== Segment start ==

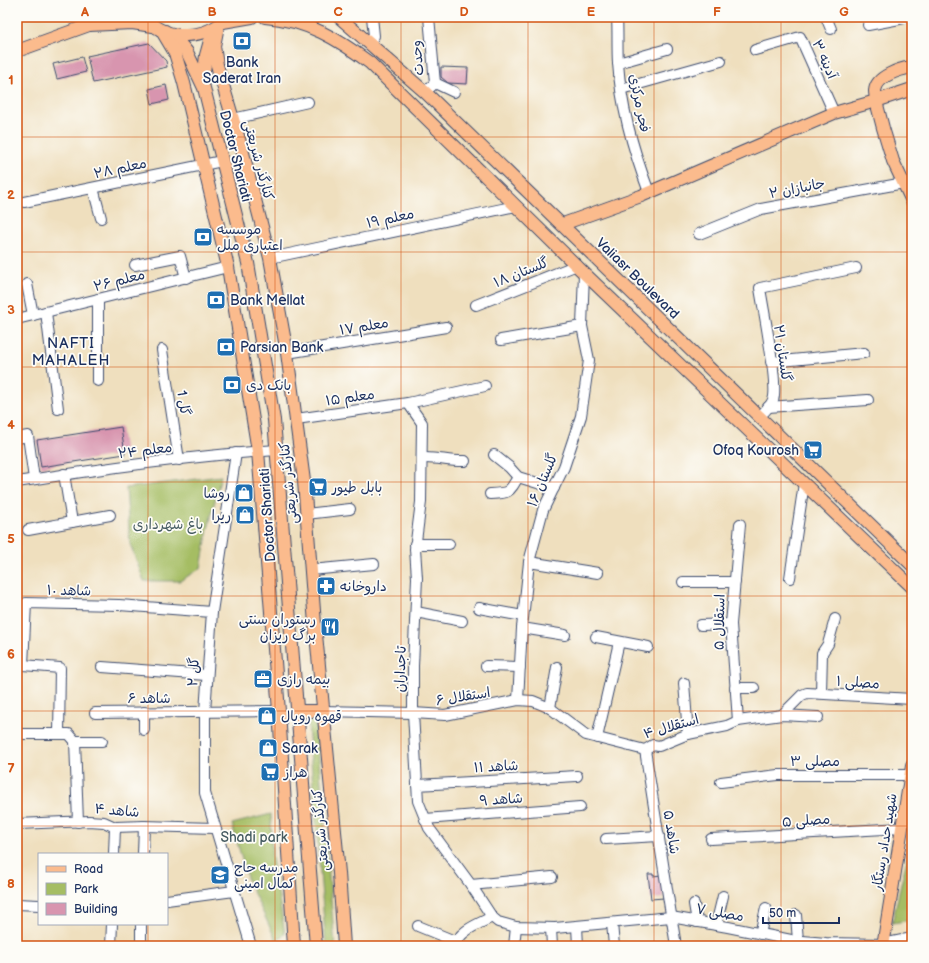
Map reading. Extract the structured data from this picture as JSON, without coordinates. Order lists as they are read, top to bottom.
{
  "streets": {
    "main road": [
      "Doctor Shariati",
      "کنارگذر شریعتی",
      "Valiasr Boulevard",
      "شهید حداد رستگار"
    ],
    "street": [
      "وحدت",
      "آدینه ۳",
      "فجر مرکزی",
      "معلم ۲۸",
      "جانبازان ۲",
      "معلم ۱۹",
      "گلستان ۱۸",
      "معلم ۲۶",
      "معلم ۱۷",
      "گلستان ۲۱",
      "معلم ۱۵",
      "گل 1",
      "معلم ۲۴",
      "گلستان ۱۶",
      "شاهد ۱۰",
      "استقلال ۵",
      "تاجداران",
      "گل ۲",
      "مصلی ۱",
      "استقلال ۶",
      "شاهد ۶",
      "استقلال ۴",
      "مصلی ۳",
      "شاهد ۱۱",
      "شاهد ۹",
      "شاهد ۴",
      "مصلی ۵",
      "شاهد ۵",
      "مصلی ۷"
    ]
  },
  "crossings": [
    ["وحدت", "Valiasr Boulevard"],
    ["Doctor Shariati", "معلم ۲۸"],
    ["Doctor Shariati", "معلم ۲۴"],
    ["کنارگذر شریعتی", "معلم ۲۸"],
    ["کنارگذر شریعتی", "معلم ۱۹"],
    ["کنارگذر شریعتی", "معلم ۲۶"],
    ["کنارگذر شریعتی", "معلم ۱۷"],
    ["کنارگذر شریعتی", "معلم ۱۵"],
    ["کنارگذر شریعتی", "معلم ۲۴"],
    ["کنارگذر شریعتی", "استقلال ۶"],
    ["کنارگذر شریعتی", "شاهد ۶"],
    ["گلستان ۱۸", "گلستان ۱۶"],
    ["Valiasr Boulevard", "گلستان ۲۱"],
    ["معلم ۱۵", "تاجداران"],
    ["گل 1", "معلم ۲۴"],
    ["معلم ۲۴", "گل ۲"],
    ["گلستان ۱۶", "استقلال ۶"],
    ["گلستان ۱۶", "استقلال ۴"],
    ["شاهد ۱۰", "گل ۲"],
    ["استقلال ۵", "استقلال ۴"],
    ["تاجداران", "استقلال ۶"],
    ["تاجداران", "شاهد ۱۱"],
    ["تاجداران", "شاهد ۹"],
    ["تاجداران", "مصلی ۷"],
    ["گل ۲", "شاهد ۶"],
    ["گل ۲", "شاهد ۴"],
    ["مصلی ۱", "استقلال ۴"],
    ["استقلال ۶", "استقلال ۴"],
    ["استقلال ۴", "شاهد ۵"],
    ["مصلی ۳", "شهید حداد رستگار"],
    ["مصلی ۵", "شهید حداد رستگار"],
    ["شاهد ۵", "مصلی ۷"],
    ["شهید حداد رستگار", "مصلی ۷"]
  ],
  "districts": ["NAFTI MAHALEH"],
  "parks": ["باغ شهرداری", "Shadi park"],
  "places": {
    "bank": [
      "Bank Saderat Iran",
      "موسسه اعتباری ملل",
      "Bank Mellat",
      "Parsian Bank",
      "بانک دی"
    ],
    "supermarket": ["Ofoq Kourosh", "بابل طیور", "هراز"],
    "shop": [
      "روشا",
      "ریرا",
      "قهوه رویال",
      "Sarak"
    ],
    "pharmacy": ["داروخانه"],
    "restaurant": ["رستوران سنتی برگ ریزان"],
    "office": ["بیمه رازی"],
    "school or university": ["مدرسه حاج کمال امینی"]
  },
  "legend": ["Road", "Park", "Building"],
  "scale_bar": "50 m",
  "grid": {
    "columns": [
      "A",
      "B",
      "C",
      "D",
      "E",
      "F",
      "G"
    ],
    "rows": [
      "1",
      "2",
      "3",
      "4",
      "5",
      "6",
      "7",
      "8"
    ]
  }
}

== Segment end ==

• **EXERCISE**: Show every line from the entries that includes the word "Valiasr".

• **WRITTEN REPLY**:
      "Valiasr Boulevard",
    ["وحدت", "Valiasr Boulevard"],
    ["Valiasr Boulevard", "گلستان ۲۱"],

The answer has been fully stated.